Prompt: Return the listing below verbatim. Pictures do not belong in the copy.

#### Data listing

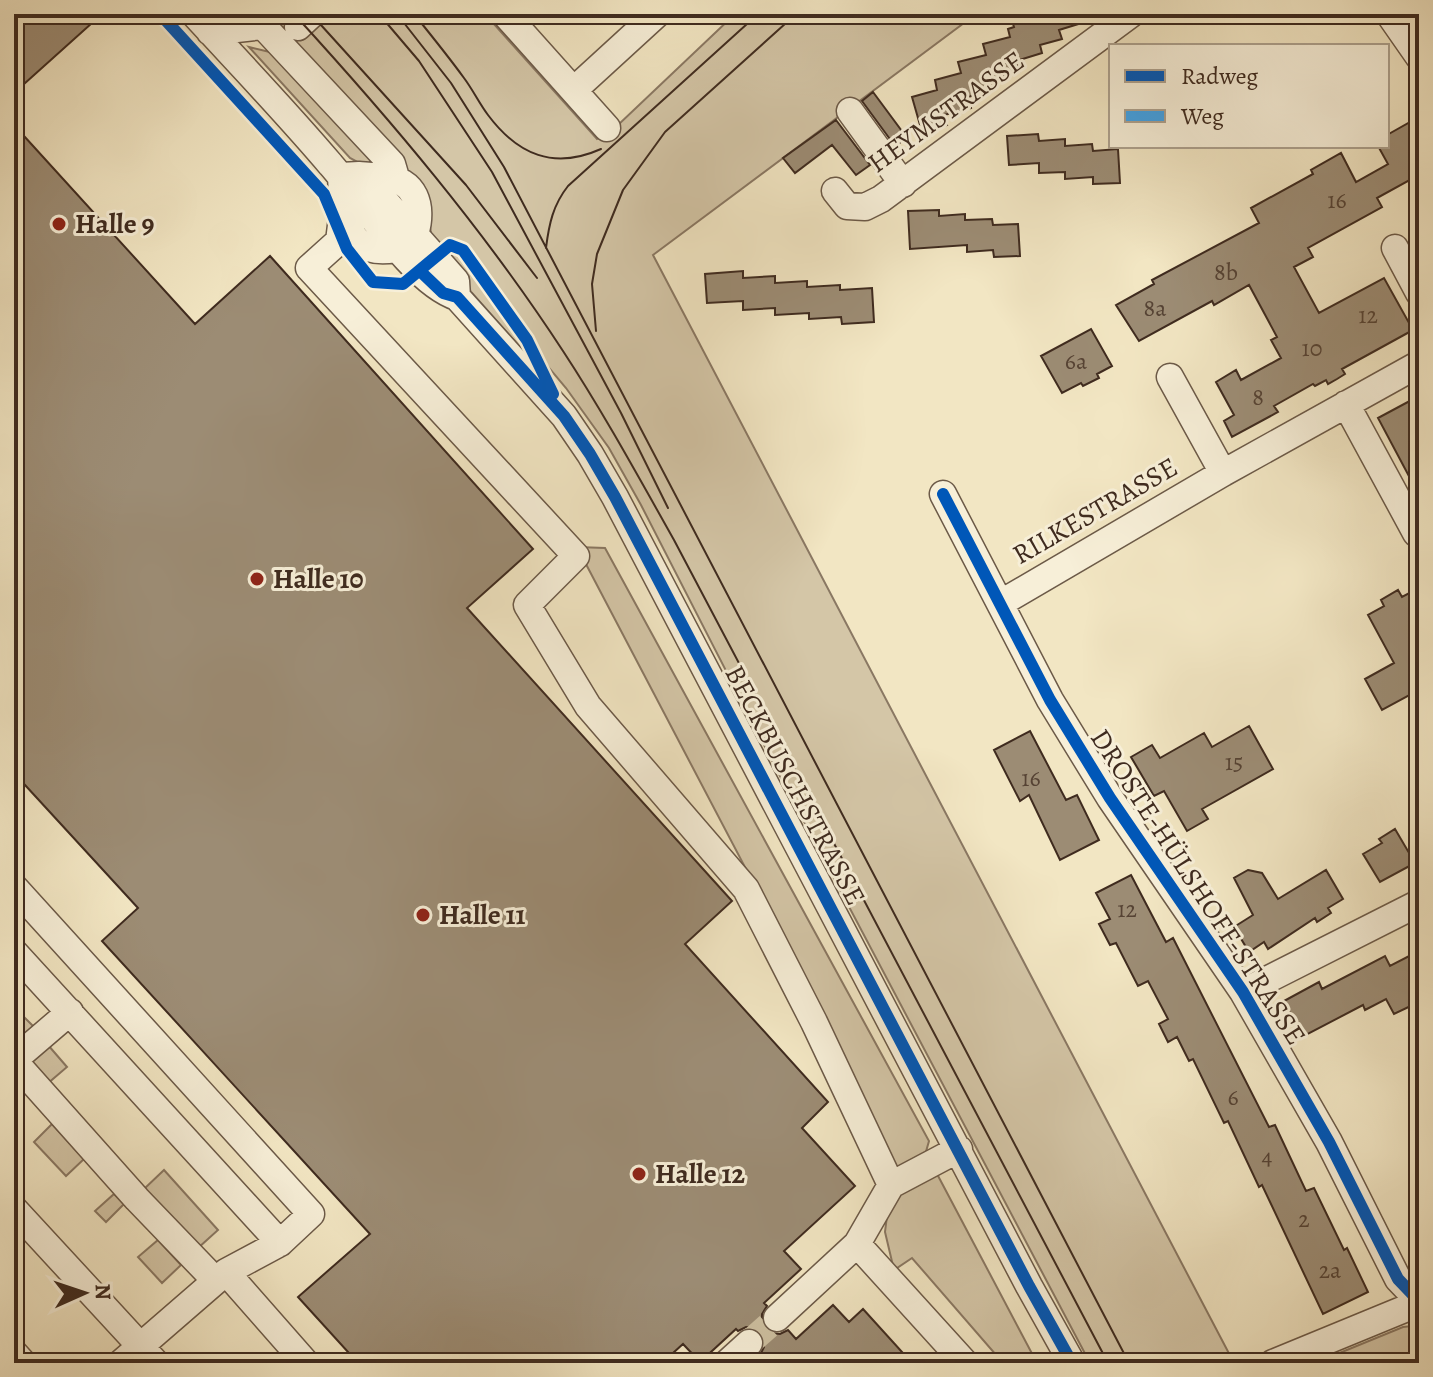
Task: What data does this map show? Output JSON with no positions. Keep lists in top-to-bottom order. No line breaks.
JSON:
{"streets":{"street":["HEYMSTRASSE","RILKESTRASSE","BECKBUSCHSTRASSE","DROSTE-HÜLSHOFF-STRASSE"]},"crossings":[["RILKESTRASSE","DROSTE-HÜLSHOFF-STRASSE"]],"places":["Halle 9","Halle 10","Halle 11","Halle 12"],"house_numbers":["16","8b","8a","12","10","6a","8","15","16","12","6","4","2","2a"],"legend":["Radweg","Weg"],"north":"right"}
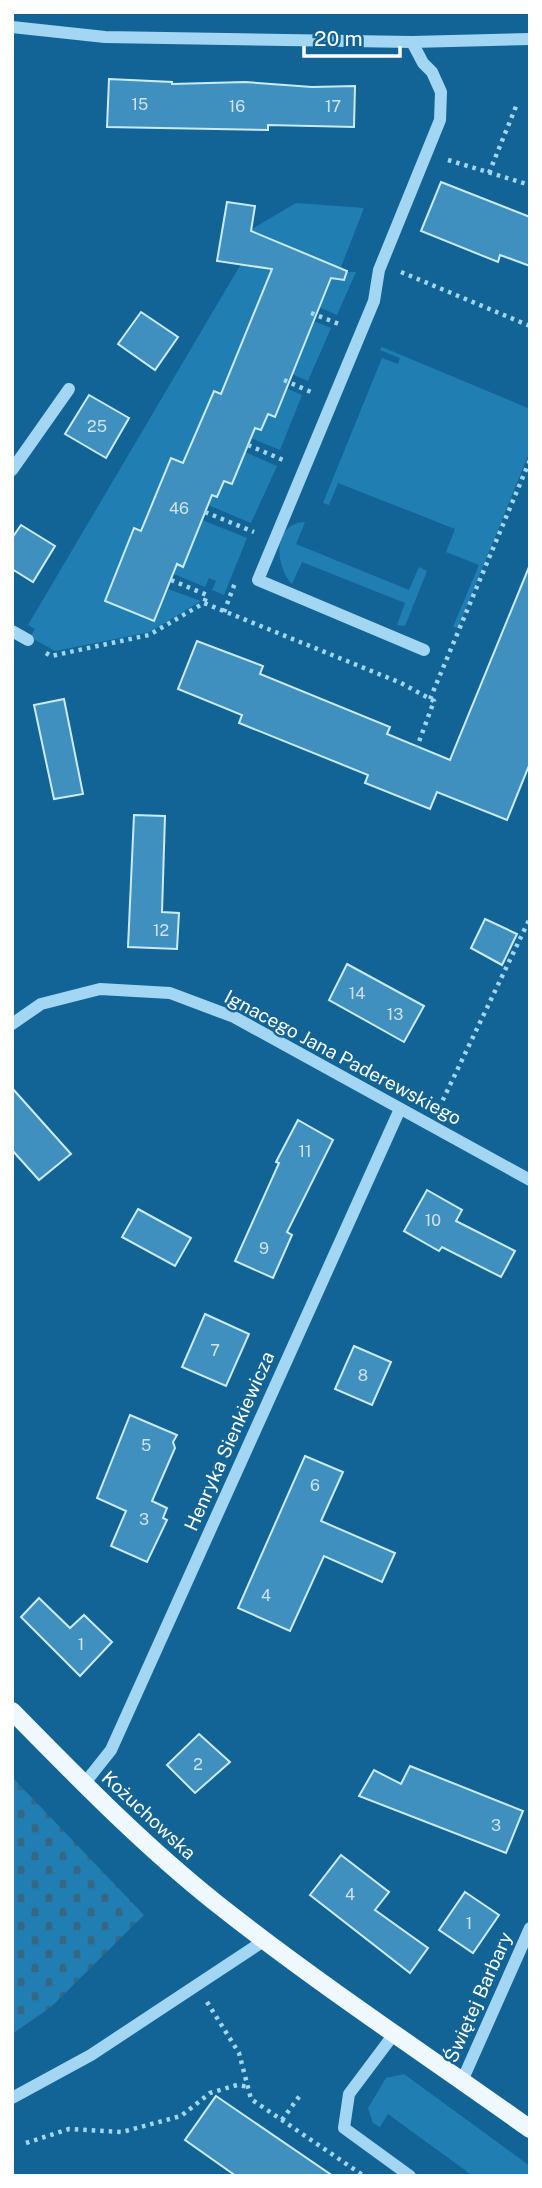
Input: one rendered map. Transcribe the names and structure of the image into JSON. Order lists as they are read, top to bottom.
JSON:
{
  "streets": {
    "main road": ["Kożuchowska"],
    "street": ["Ignacego Jana Paderewskiego", "Henryka Sienkiewicza", "Świętej Barbary"]
  },
  "crossings": [
    ["Ignacego Jana Paderewskiego", "Henryka Sienkiewicza"],
    ["Henryka Sienkiewicza", "Kożuchowska"],
    ["Kożuchowska", "Świętej Barbary"]
  ],
  "house_numbers": [
    "15",
    "16",
    "17",
    "25",
    "46",
    "12",
    "14",
    "13",
    "11",
    "10",
    "9",
    "7",
    "8",
    "5",
    "6",
    "3",
    "4",
    "1",
    "2",
    "3",
    "4",
    "1"
  ],
  "scale_bar": "20 m"
}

########

Solution to this task:
Task: What data does this map show? Output JSON with no positions. Keep lists in top-to-bottom order. No line breaks.
JSON:
{"streets":{"street":["HEYMSTRASSE","RILKESTRASSE","BECKBUSCHSTRASSE","DROSTE-HÜLSHOFF-STRASSE"]},"crossings":[["RILKESTRASSE","DROSTE-HÜLSHOFF-STRASSE"]],"places":["Halle 9","Halle 10","Halle 11","Halle 12"],"house_numbers":["16","8b","8a","12","10","6a","8","15","16","12","6","4","2","2a"],"legend":["Radweg","Weg"],"north":"right"}
Input: one rendered map. Transcribe the names and structure of the image into JSON. Order lists as they are read, top to bottom.
JSON:
{
  "streets": {
    "main road": ["Kożuchowska"],
    "street": ["Ignacego Jana Paderewskiego", "Henryka Sienkiewicza", "Świętej Barbary"]
  },
  "crossings": [
    ["Ignacego Jana Paderewskiego", "Henryka Sienkiewicza"],
    ["Henryka Sienkiewicza", "Kożuchowska"],
    ["Kożuchowska", "Świętej Barbary"]
  ],
  "house_numbers": [
    "15",
    "16",
    "17",
    "25",
    "46",
    "12",
    "14",
    "13",
    "11",
    "10",
    "9",
    "7",
    "8",
    "5",
    "6",
    "3",
    "4",
    "1",
    "2",
    "3",
    "4",
    "1"
  ],
  "scale_bar": "20 m"
}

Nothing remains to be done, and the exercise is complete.